With that mindset, it’s easy to wind up with a privacy law that sounds good (“look ma, I “fixed” privacy!”) but doesn’t actually do anything. And when you’ve got lobbyists from AT&T, Comcast, Verizon, Facebook, Google, Amazon and Microsoft disproportionally dictating the overall trajectory of the law, the chances that you’re going to end up with weak-kneed “privacy rules” in name only is pretty monumental. Adding speed for speed’s sake — combined with an overall lack of transparency — only adds to the potential that the rules you end up with are toothless or packed with unintended consequences.
That said, doing nothing isn’t an option. This isn’t a problem that magically fixes itself.
Modern consumer privacy oversight in the internet-era currently consists of little more than pinky swears and winks, a point driven home repeatedly by the Cambridge, LocationSmart and Securus scandals. We need to have a lengthy, transparent, adult conversation about what a potential solution might look like. The problem is that the larger companies dictating the conversation have an absolutely abysmal track record on these issues, so while they may have valuable insight on the complicated scope of a particular proposal’s impact, they’ve managed, repeatedly, to shoot their credibility squarely in the foot on this subject.
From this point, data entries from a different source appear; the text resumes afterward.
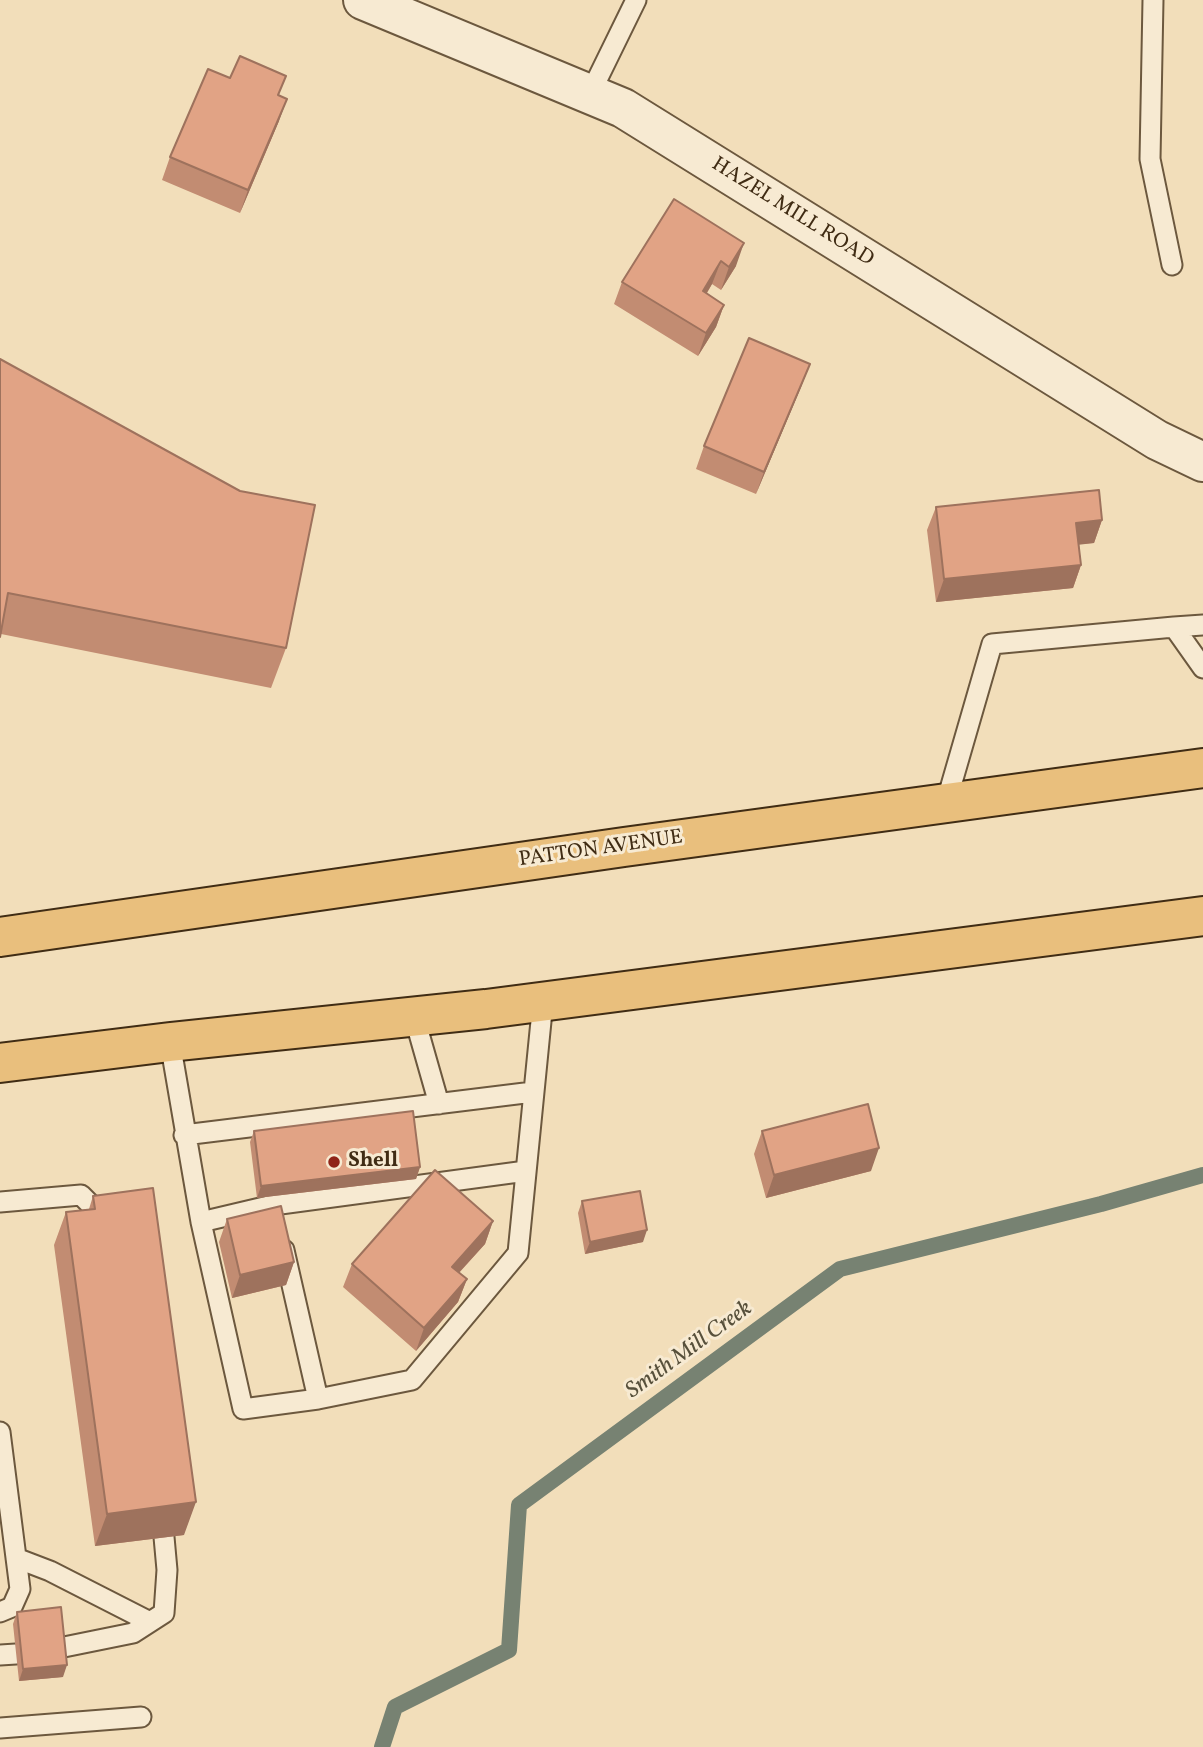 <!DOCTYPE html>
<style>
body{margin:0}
canvas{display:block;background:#f2deba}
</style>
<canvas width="1203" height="1747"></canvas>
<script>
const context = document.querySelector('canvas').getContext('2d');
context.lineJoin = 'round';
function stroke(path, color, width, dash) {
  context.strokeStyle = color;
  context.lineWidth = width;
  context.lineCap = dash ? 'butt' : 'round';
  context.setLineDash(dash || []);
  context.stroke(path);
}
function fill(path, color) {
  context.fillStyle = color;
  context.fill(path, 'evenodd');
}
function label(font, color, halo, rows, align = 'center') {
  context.font = font + ' Vollkorn,serif';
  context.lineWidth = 6;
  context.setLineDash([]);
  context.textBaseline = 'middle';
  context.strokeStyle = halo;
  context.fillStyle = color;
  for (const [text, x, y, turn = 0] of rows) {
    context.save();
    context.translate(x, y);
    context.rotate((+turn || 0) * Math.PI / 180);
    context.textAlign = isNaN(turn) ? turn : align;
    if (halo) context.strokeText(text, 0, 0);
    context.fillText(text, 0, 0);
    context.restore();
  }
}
stroke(new Path2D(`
 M382 1747 395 1707 509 1650 519 1505 840 1269 1101 1204 1203 1175`), '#778272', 16);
const service = new Path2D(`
 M1153 0 1150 159 1172 265
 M590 94 636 0
 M1174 627 1203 625
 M946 803 992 644 1174 627 1203 668
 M414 1016 439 1104
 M170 1042 201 1222 243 1409 318 1399 412 1380 518 1253 543 1001
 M184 1135 533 1092
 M0 1202 81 1195 108 1222
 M201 1222 273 1205 526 1171
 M284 1250 318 1399
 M0 1432 20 1589 12 1607 0 1612
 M16 1558 50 1571 150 1622
 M59 1648 133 1633 164 1613 167 1570 164 1537
 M0 1655 16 1654
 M0 1728 141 1717`);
const minor = new Path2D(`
 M363 0 623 108 1157 440 1203 462`);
const primary = new Path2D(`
 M0 937 624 847 1203 768
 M0 1063 170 1042 486 1009 1203 916`);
stroke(service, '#6c583e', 23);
stroke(minor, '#6c583e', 42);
stroke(primary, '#402c14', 42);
stroke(service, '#f7ead2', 19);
stroke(minor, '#f7ead2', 38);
stroke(primary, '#e9bf7d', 38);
fill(new Path2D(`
 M230 78 279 96V121L240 213 162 180 170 157Z
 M674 199 736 266 721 290 712 284 707 293 724 305 716 327 698 356 614 304 622 282Z
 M0 359 286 648 271 688 1 634Z
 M810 364 801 387 756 494 696 469 704 446Z
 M936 507 1102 520 1094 543 1079 544 1081 565 1073 588 936 602 927 530Z
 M254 1131 420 1167 416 1179 257 1198 250 1142Z
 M762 1131 871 1171 766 1198 754 1154Z
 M93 1196 184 1535 95 1546 54 1245 66 1212 89 1209Z
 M582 1201 643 1242 585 1254 578 1213Z
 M227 1219 294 1262 286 1285 232 1298 219 1242Z
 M493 1221 485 1244 459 1273 467 1279 458 1302 416 1351 343 1287 352 1264Z
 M17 1612 63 1677 19 1681 13 1624Z`), '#c28c72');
fill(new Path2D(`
 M287 99 279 121 240 213 248 190Z
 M744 243 736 266 721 290 729 267Z
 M721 261 712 284 694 314 703 291Z
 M724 305 716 327 698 356 706 333Z
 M810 364 801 387 756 494 764 472Z
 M1102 520 1094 543 1068 546 1076 523Z
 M1081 565 1073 588 936 602 944 579Z
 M879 1148 871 1171 766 1198 774 1175Z
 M420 1167 416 1179 257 1198 261 1186Z
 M493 1221 485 1244 444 1289 452 1267Z
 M647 1230 643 1242 585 1254 590 1242Z
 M294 1262 286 1285 232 1298 240 1275Z
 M467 1279 458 1302 416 1351 424 1328Z
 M196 1502 184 1535 95 1546 107 1514Z
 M67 1665 63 1677 19 1681 23 1669Z`), '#9e725d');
const building = new Path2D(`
 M240 56 286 76 278 95 287 99 248 190 170 157 208 69 230 78Z
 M674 199 744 243 729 267 721 261 703 291 724 305 706 333 622 282Z
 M749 338 810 364 764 472 704 446Z
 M0 359 240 491 315 505 286 648 8 593 0 637Z
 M1099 490 1102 520 1076 523 1081 565 944 579 936 507Z
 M868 1104 879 1148 774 1175 762 1131Z
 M413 1111 420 1167 261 1186 254 1131Z
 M435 1170 493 1221 452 1267 467 1279 424 1328 352 1264Z
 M153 1188 196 1502 107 1514 66 1212 95 1209 93 1196Z
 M640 1191 647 1230 590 1242 582 1201Z
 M281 1206 294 1262 240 1275 227 1219Z
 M61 1607 67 1665 23 1669 17 1612Z`);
fill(building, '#e1a385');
stroke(building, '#9e725d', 2);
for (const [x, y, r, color] of [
 [334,1162,7,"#8f2418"]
]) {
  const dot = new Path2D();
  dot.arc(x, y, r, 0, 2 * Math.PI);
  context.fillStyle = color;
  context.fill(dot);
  stroke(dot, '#f7ead2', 2.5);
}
label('21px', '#402c14', '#f7ead2', [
 ["HAZEL MILL ROAD",792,213,32],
 ["PATTON AVENUE",601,850,-8]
]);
label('bold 21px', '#402c14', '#f7ead2', [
 ["Shell",348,1162]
], 'left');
label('italic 23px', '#57503b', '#f7ead2', [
 ["Smith Mill Creek",690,1351,-36]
]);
</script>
And while ISPs and Silicon Valley giants like to go on at length about how they’re “open to having a conversation” about more meaningful privacy guidelines, the reality is that most of these larger companies simply aren’t. Any rules worth their salt will cost them money, since an informed, empowered consumer is more likely to opt-out of data monetization schemes, whatever they look like. As a result, you’ll be hard-pressed to find many large ISPs or Silicon Valley giants willing to back truly tough consumer protections, especially rules than mandate express, opt-in consumer consent for things like location or financial data.
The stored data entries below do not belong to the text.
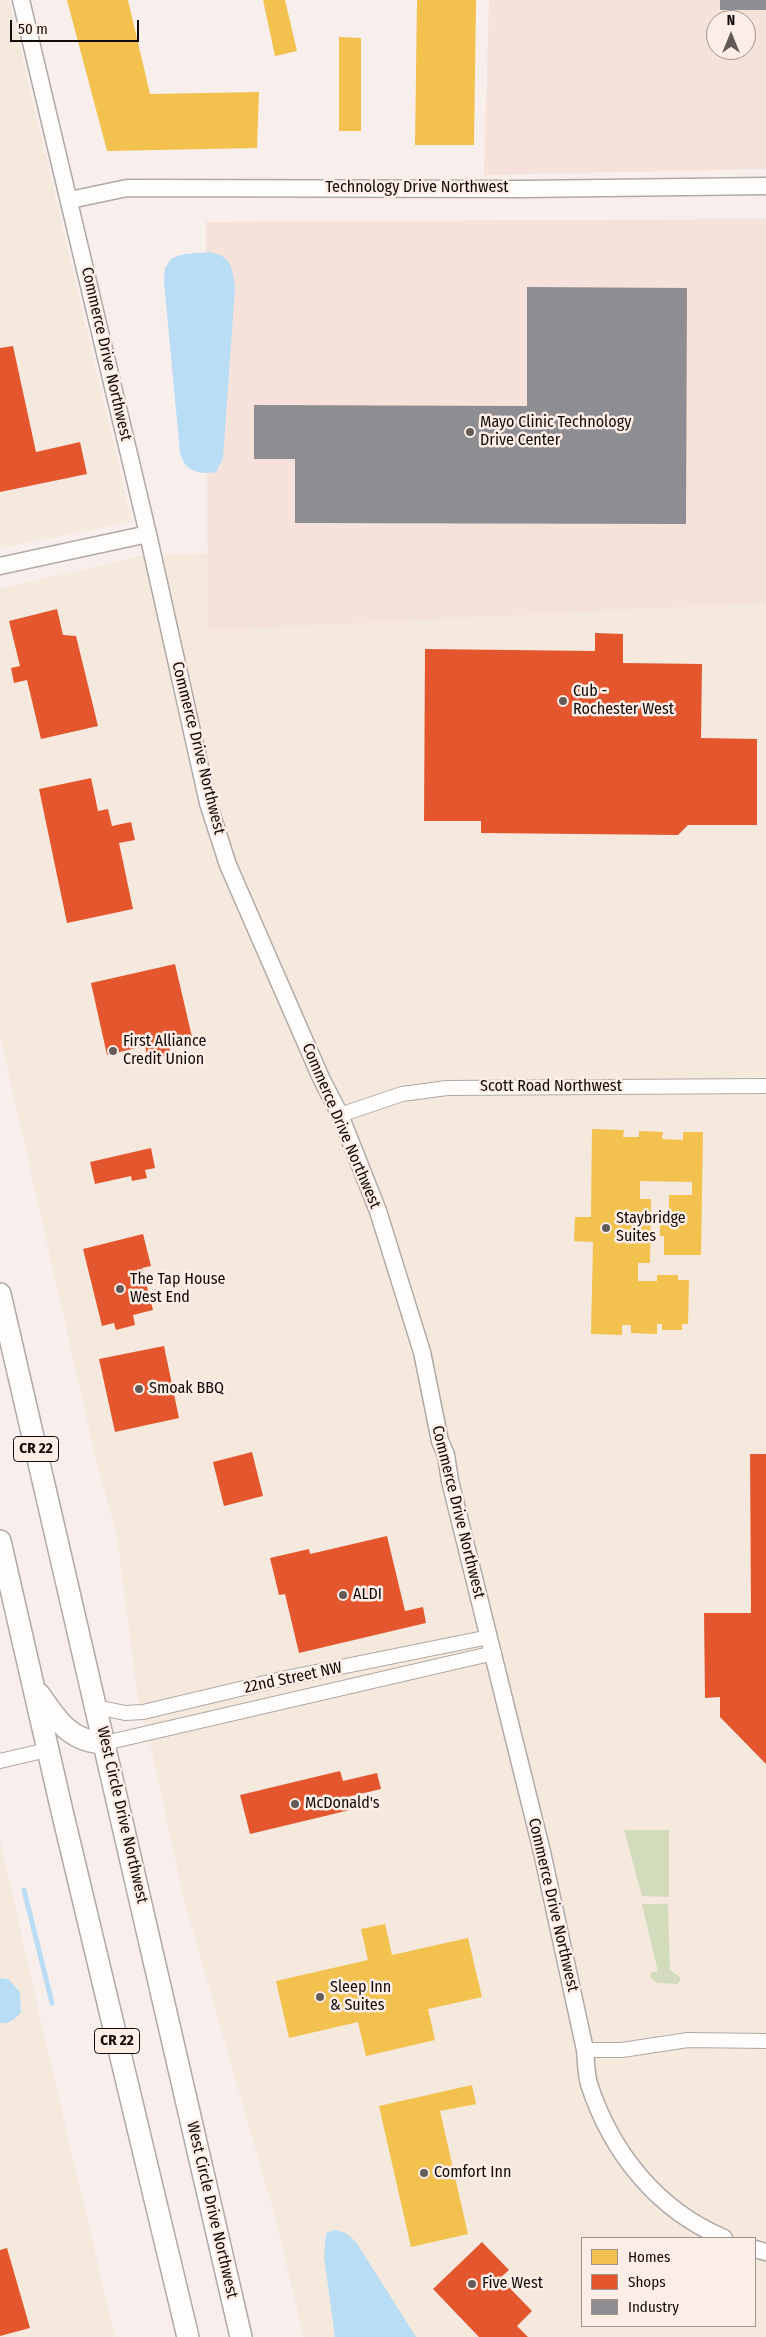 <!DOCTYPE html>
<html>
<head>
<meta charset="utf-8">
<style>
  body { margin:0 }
  #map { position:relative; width:766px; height:2337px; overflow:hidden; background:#f8efec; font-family:"Fira Sans Condensed",sans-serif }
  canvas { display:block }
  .legend { position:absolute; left:581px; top:2237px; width:175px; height:90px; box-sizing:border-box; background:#fdede7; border:1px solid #9f938e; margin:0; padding:6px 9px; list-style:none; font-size:15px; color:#110b09 }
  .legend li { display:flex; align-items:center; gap:10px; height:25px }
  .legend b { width:25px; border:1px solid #9f938e }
  .north { position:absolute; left:706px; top:10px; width:50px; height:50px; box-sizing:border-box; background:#fdede7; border:1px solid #9f938e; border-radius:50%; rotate:0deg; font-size:14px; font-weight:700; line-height:20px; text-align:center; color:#110b09 }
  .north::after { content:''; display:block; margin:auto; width:18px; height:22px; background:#625b58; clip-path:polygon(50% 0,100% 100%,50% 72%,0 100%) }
  .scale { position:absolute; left:10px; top:20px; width:129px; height:22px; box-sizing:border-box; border:2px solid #110b09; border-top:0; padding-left:6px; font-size:15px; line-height:18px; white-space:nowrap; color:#110b09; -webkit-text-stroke:4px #fdede7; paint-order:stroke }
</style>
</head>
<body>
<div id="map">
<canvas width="766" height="2337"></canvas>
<ul class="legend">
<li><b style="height:14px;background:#f2c14e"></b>Homes</li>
<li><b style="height:14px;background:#e4572e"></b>Shops</li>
<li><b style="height:14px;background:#8d8d92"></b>Industry</li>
</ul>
<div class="north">N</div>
<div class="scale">50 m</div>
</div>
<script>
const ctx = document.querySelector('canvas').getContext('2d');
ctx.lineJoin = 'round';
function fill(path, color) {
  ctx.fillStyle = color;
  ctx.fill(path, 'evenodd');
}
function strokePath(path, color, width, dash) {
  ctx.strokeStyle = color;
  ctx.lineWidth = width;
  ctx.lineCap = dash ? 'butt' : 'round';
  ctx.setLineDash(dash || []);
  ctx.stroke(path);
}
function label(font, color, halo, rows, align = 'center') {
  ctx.font = font + ' "Fira Sans Condensed",sans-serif';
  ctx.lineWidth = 5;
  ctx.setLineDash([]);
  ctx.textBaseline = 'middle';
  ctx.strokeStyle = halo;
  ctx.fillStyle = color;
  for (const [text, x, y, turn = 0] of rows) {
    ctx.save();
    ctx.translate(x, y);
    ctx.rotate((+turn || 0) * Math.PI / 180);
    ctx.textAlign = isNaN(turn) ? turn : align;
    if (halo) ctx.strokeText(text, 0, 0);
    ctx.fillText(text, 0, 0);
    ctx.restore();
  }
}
fill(new Path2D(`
  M0 0H9L132 522 0 548Z
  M208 553 209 631 766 603V2337H304L273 2210 184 1900 151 1747 139 1707 117 1537 95 1455 0 1036V589L140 556ZM582 2238H755V2326H582Z
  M0 1839 42 2026 115 2337H0Z`), '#f5e9dd');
fill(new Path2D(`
  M489 0H766V169L484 175ZM716 20H746V50H716Z
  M766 219V603L208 631 206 222Z`), '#f4e2db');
fill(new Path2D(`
  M624 1830H669V1897L642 1896Z
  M642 1904H668L670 1970 681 1978 678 1984 657 1983 650 1977 651 1972H658Z`), '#d3dbbd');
fill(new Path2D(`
  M210 252C232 257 232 267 235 287L223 458 216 472C198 475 184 471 180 452L164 282 165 268 172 258 185 254Z
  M0 1978 8 1979 20 1992 21 2012C15 2019 11 2024 0 2023Z
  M335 2230 346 2233 356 2242 416 2337H335L324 2257 326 2233Z`), '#b8ddf4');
fill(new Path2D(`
  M67 0H128L150 94 259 92 257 148 107 151Z
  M263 0H285L297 51 275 56Z
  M417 0H476L474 145H415Z
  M339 37 361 38V131H339Z
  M592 1129 624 1130 623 1137H639V1131L663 1132 662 1139 683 1140V1132H703L701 1255H664V1236H660V1214H669V1195H692V1182L640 1181V1199H651L650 1263H638V1281H657V1275H678V1280H689L688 1324H682V1330H662V1324H657V1334L631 1333V1325H622V1335L591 1334 593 1242 574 1241 575 1217H591Z
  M385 1924 392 1955 468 1938 482 1997 428 2009 435 2040 366 2056 358 2022 289 2038 276 1981 368 1960 361 1929Z
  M472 2085 476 2104 440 2111 468 2234 411 2247 379 2106Z`), '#f2c14e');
fill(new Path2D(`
  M13 346 36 452 80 442 87 474 0 492V348Z
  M57 609 63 635 76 636 98 726 41 739 27 680 14 683 11 668 20 666 9 621Z
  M595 633 623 634V663L702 664 701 738 757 739V825H688L678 835 481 833V821H424L425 649 595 651Z
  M91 778 98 811 108 809 112 826 131 822 135 840 119 843 133 909 67 923 39 789Z
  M175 964 192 1037 168 1042 171 1055 148 1060 145 1046 107 1055 91 983Z
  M151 1148 155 1168 145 1170 147 1178 132 1181 131 1176 95 1184 90 1162Z
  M143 1234 151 1266 142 1268 153 1310 133 1315 135 1325 116 1330 114 1323 102 1326 83 1249Z
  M164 1346 179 1418 115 1432 99 1359Z
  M252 1452 263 1496 224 1506 213 1462Z
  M750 1454H766V1764L720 1717V1697L705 1698 704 1613H751Z
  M387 1536 405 1611 423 1607 426 1623 299 1653 285 1594 279 1595 270 1558 309 1549 310 1554Z
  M340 1771 343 1781 377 1773 381 1789 347 1797 350 1810 250 1834 240 1795Z
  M482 2242 509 2270 500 2278 532 2311 517 2326 528 2337H479L433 2289Z
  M7 2248 30 2328 0 2336V2250Z`), '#e4572e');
fill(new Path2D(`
  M720 0H766V10H720Z
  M527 287 687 288 686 524 295 523V459H254V405L527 406Z`), '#8d8d92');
strokePath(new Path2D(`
  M24 1890 52 2003`), '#b8ddf4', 5);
const minor = new Path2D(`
  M340 1115 402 1094 447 1088 766 1086
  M97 1707 125 1713 143 1712 286 1678 489 1637
  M105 1743 494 1653
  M0 1761 47 1750
  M585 2050H622L688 2040 766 2041`);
const tertiary = new Path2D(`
  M21 0 148 534 208 803 228 865 321 1078 340 1115 378 1211 422 1352 440 1441 446 1455 450 1481 542 1852 585 2050C586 2061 586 2073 589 2084 611 2152 657 2210 724 2238
  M70 200 127 188 523 189 766 186
  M0 566 148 534
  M755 2249 766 2252`);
const primary = new Path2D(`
  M0 1294 241 2337
  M0 1541 62 1811 188 2337
  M39 1694C57 1720 70 1742 105 1743`);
strokePath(minor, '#b0a9a6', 16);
strokePath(tertiary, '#b0a9a6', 19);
strokePath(primary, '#b0a9a6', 24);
strokePath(minor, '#fefdfc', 14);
strokePath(tertiary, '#fefdfc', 16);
strokePath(primary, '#fefdfc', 21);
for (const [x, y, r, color] of [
  [470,432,5,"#625b58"],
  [563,701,5,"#625b58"],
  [113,1051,5,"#625b58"],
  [606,1228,5,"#625b58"],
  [120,1289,5,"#625b58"],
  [139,1389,5,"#625b58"],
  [343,1595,5,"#625b58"],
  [295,1804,5,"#625b58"],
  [320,1997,5,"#625b58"],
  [424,2173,5,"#625b58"],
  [472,2284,5,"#625b58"]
]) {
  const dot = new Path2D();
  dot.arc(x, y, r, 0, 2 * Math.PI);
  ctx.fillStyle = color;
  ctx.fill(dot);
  strokePath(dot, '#fdede7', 2);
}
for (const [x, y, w] of [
  [36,1449,45],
  [117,2041,45]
]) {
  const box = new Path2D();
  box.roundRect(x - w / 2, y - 12.5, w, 25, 4);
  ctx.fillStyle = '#fdede7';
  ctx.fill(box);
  strokePath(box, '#110b09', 1);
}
label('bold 15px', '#110b09', null, [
  ["CR 22",36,1449],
  ["CR 22",117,2041]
]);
label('16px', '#110b09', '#fdede7', [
  ["Technology Drive Northwest",417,188],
  ["Commerce Drive Northwest",106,354,77],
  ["Commerce Drive Northwest",198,748,76],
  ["Scott Road Northwest",551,1087],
  ["Commerce Drive Northwest",341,1126,67],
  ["Commerce Drive Northwest",458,1512,76],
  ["22nd Street NW",293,1678,-12],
  ["West Circle Drive Northwest",122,1815,77],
  ["Commerce Drive Northwest",553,1905,77],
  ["West Circle Drive Northwest",212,2210,77]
]);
label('16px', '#110b09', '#fdede7', [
  ["Mayo Clinic Technology",480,423],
  ["Drive Center",480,441],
  ["Cub -",573,692],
  ["Rochester West",573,710],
  ["First Alliance",123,1042],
  ["Credit Union",123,1060],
  ["Staybridge",616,1219],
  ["Suites",616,1237],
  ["The Tap House",130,1280],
  ["West End",130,1298],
  ["Smoak BBQ",149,1389],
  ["ALDI",353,1595],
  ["McDonald's",305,1804],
  ["Sleep Inn",330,1988],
  ["& Suites",330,2006],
  ["Comfort Inn",434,2173],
  ["Five West",482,2284]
], 'left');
</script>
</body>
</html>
Eventually, after we’ve suffered through a few more hacks, breaches and major scandals, some of these companies may shift their thinking toward the idea that compliance with quality, even-handed rules is more profitable than chaos. But as the ham fisted repeal of the FCC privacy rules makes clear, we’re nowhere near that point yet. Meanwhile, on the federal level, the Trump administration is rumored to be considering a broad new privacy plan. And if the administration’s equally heavy-handed net neutrality repeal is any indication, objectivity, hard data and transparency aren’t likely to have much of a seat at the table there, either.